Rosa 'Mrs. Oakley Fisher' & The Making Of A SnobFriday, June 01, 2007
Some 7 years ago I visited eminent Vancouver rosarian Janet Wood at her Southlands garden. I spotted the rose you see here and asked her what it was. I remember distictly saying to Wood, "I am going straight home to make myself a pot of strong Earl Grey, I am going to butter (unsalted, cultured butter) two slices of toast and I am going to spread some apricot jam. I will do all this only after I place my order with you to get me Mrs. Oakley Fisher as soon as you can.
When I was a little boy my grandmother called me "el Príncipe de Gales" because of my uppity tendencies. When she wanted to pursue the matter further she would tell me I had been born to be a prince but somehow I had lost my way. My mother, all her life, would look at me and say, "Hay poca gente fina como nosotros." That losely translates to, "There are few people of breeding like us." My grandmother was a coloratura soprano but never sang professionally because people of her social standing never did stuff like that.

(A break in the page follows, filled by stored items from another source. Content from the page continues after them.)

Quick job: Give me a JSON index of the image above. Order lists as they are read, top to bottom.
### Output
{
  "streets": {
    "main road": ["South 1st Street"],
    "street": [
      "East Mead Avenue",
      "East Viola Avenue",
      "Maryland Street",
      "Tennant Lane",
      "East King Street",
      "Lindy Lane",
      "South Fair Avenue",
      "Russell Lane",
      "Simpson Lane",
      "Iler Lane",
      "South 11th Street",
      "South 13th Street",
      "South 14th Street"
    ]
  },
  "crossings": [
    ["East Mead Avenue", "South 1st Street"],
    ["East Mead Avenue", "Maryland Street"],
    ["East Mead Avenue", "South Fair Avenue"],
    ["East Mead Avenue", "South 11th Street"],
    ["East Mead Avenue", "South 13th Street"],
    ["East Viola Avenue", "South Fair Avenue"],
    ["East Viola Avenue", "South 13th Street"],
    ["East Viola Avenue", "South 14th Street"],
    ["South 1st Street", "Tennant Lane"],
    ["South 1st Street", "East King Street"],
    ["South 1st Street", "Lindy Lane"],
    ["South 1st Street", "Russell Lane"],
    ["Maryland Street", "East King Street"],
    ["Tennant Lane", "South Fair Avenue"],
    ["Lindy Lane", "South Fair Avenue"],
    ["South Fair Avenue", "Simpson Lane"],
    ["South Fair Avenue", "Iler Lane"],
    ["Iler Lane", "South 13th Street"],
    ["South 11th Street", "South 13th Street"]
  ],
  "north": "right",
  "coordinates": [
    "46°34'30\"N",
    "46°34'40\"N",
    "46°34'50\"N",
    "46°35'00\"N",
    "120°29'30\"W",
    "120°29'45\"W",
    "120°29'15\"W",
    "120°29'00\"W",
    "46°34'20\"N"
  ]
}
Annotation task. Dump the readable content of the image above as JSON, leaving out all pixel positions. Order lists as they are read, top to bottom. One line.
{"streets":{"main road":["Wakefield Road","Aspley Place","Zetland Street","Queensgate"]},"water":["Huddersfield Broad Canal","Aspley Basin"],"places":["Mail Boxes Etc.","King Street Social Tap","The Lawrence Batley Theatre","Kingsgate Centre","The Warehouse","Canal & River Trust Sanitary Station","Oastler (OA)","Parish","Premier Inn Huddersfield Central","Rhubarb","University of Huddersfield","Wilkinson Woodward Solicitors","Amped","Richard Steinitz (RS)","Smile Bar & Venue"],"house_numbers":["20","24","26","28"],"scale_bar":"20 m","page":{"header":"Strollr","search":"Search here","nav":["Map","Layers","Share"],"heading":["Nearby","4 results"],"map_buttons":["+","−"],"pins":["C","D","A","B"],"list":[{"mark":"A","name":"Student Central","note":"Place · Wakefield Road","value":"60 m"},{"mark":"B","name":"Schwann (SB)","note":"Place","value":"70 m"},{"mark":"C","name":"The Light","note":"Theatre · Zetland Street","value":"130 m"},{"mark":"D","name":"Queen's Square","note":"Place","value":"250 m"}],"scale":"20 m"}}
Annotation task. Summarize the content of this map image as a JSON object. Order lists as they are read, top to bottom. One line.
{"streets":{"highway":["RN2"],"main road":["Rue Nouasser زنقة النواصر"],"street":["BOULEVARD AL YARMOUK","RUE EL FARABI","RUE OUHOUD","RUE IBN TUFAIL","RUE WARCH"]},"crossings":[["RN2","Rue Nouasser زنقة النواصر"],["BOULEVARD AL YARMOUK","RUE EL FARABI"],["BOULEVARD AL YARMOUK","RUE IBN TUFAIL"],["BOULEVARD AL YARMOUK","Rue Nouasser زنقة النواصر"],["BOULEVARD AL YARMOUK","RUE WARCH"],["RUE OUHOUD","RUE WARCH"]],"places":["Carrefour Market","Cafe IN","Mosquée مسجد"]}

And so I have been saddled all my life with, "Naciste para príncipe, pero te quedaste en el camino."
How was I to know that my New Dublin born wife, Rosemary Healey, whose father was a carpenter would be just as uppity? And nowhere does this manifest itself more than in our garden. I have written here before how only recently did Rosemary allow me to have orange and yellow in the garden (all, of course, with moderation). But it was Rosa 'Mrs Oakley Fisher' that brought down the yellow barrier for her and she feels as much affection for this single (five petals) hybrid tea rose as I do.
Most of the roses in our garden were recommended by Janet Wood (seen here holding Rosa 'Dainty Bess' a classy single hybrid tea, with Dennis Yeomans, a Chilean born Vancouver rosarian who writes about roses exquisitely). Her easy going, down-to-earth manner does not readily reveal that she has not only a good eye for roses but she also has a bit of my mother's "gente fina". She has very good taste for roses.
She was bred by Colchester rose man Benjamin Cant in 1921. The specimen you see here I brought in from the garden this morning to scan.